**Task objective**: Gather from the material every line that contains the string "turn".

**Data**:
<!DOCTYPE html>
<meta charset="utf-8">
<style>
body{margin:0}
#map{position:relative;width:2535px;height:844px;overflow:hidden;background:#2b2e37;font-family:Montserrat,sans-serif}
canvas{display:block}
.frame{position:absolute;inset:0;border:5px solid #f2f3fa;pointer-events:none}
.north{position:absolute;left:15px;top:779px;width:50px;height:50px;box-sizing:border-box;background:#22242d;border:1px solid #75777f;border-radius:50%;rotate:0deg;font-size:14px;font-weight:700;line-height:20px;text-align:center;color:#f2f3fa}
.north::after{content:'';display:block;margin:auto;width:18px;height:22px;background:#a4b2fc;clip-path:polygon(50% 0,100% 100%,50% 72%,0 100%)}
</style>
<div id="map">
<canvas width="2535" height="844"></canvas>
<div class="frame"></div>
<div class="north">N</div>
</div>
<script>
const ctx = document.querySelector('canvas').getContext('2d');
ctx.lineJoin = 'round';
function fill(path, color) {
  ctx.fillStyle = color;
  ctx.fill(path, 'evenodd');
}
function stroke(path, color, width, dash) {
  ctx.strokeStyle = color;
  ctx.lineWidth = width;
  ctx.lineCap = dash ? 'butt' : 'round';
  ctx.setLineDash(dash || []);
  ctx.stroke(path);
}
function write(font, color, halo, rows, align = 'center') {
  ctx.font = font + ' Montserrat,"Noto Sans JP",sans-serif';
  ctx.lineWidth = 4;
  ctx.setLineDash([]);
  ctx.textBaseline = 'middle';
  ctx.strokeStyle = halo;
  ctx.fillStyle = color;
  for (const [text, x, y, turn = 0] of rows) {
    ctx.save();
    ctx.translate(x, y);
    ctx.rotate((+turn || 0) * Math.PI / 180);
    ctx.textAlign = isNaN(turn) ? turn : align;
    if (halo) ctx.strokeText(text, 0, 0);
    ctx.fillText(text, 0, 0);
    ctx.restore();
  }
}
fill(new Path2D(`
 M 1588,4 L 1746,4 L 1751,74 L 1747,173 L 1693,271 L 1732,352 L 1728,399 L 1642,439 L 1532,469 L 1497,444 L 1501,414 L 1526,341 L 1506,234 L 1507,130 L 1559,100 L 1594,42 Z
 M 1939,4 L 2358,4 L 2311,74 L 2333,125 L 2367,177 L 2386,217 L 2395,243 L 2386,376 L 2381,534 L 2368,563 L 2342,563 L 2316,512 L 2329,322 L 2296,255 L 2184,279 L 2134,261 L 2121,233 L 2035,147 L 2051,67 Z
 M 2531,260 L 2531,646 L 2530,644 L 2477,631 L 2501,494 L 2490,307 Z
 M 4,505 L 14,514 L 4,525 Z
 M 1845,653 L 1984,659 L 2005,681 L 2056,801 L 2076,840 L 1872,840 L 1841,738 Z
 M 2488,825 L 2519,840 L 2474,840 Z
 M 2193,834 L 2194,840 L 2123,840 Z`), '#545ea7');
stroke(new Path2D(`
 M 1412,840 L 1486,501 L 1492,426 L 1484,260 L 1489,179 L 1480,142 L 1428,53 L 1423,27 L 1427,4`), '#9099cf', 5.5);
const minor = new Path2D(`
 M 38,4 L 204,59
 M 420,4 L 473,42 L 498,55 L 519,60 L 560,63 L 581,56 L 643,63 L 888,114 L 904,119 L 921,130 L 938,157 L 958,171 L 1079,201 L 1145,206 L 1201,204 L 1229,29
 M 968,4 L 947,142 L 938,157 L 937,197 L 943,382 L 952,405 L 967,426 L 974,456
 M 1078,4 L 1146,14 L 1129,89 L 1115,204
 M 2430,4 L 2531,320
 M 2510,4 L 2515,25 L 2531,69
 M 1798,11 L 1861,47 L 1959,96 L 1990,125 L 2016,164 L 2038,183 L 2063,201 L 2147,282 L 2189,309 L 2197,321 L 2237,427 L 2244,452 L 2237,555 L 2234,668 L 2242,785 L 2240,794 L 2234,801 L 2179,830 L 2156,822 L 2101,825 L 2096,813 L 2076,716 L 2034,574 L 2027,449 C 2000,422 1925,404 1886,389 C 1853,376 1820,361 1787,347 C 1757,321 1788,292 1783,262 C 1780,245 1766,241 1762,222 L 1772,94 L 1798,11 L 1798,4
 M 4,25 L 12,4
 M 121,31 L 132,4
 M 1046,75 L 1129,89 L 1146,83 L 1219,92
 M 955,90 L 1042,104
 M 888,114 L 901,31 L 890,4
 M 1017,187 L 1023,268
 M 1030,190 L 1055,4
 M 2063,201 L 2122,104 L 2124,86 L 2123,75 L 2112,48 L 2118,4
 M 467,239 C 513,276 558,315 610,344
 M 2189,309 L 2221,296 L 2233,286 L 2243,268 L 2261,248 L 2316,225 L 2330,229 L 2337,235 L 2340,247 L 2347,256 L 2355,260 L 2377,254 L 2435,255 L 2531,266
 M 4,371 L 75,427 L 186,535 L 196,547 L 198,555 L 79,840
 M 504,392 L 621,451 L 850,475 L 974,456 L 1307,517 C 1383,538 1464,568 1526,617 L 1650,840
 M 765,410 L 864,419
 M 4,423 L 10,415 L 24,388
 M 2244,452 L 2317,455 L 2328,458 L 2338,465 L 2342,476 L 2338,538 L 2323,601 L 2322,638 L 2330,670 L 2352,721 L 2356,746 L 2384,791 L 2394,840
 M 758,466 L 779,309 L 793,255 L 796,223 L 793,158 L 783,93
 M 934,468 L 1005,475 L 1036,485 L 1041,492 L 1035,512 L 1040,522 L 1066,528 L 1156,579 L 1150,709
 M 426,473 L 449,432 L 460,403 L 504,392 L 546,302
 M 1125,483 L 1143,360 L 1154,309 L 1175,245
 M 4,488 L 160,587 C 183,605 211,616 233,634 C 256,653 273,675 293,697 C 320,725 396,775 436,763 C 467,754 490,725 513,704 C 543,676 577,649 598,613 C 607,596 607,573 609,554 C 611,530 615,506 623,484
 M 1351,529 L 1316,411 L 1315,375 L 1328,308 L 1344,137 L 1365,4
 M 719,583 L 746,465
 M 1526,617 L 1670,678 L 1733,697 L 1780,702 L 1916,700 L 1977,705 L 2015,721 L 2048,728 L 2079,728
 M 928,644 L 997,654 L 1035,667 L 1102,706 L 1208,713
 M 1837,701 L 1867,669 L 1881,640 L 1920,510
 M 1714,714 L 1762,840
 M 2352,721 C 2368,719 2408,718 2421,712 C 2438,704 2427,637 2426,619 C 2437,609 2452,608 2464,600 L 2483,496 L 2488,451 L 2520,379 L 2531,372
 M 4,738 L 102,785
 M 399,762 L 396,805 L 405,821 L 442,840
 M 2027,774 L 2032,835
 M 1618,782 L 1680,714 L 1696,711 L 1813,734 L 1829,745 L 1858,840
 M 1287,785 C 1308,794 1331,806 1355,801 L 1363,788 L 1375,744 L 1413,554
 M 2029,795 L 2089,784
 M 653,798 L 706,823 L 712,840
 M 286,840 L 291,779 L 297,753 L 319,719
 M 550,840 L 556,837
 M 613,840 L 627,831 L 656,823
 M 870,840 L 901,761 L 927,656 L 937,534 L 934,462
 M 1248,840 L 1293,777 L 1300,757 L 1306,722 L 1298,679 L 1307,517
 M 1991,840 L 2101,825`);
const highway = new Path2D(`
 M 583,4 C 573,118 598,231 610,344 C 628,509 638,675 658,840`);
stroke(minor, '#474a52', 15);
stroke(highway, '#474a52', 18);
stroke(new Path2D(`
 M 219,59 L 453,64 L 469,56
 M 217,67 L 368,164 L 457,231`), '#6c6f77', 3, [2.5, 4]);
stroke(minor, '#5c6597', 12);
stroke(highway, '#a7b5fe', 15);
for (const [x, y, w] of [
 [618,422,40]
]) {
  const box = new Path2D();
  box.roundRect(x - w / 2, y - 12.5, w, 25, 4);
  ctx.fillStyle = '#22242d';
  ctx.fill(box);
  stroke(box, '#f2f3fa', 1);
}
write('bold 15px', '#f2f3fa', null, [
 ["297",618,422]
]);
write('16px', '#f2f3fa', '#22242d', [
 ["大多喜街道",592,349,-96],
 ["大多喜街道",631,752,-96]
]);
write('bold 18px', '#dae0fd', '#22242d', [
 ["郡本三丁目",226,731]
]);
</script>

**Solution for this problem**:
  for (const [text, x, y, turn = 0] of rows) {
    ctx.rotate((+turn || 0) * Math.PI / 180);
    ctx.textAlign = isNaN(turn) ? turn : align;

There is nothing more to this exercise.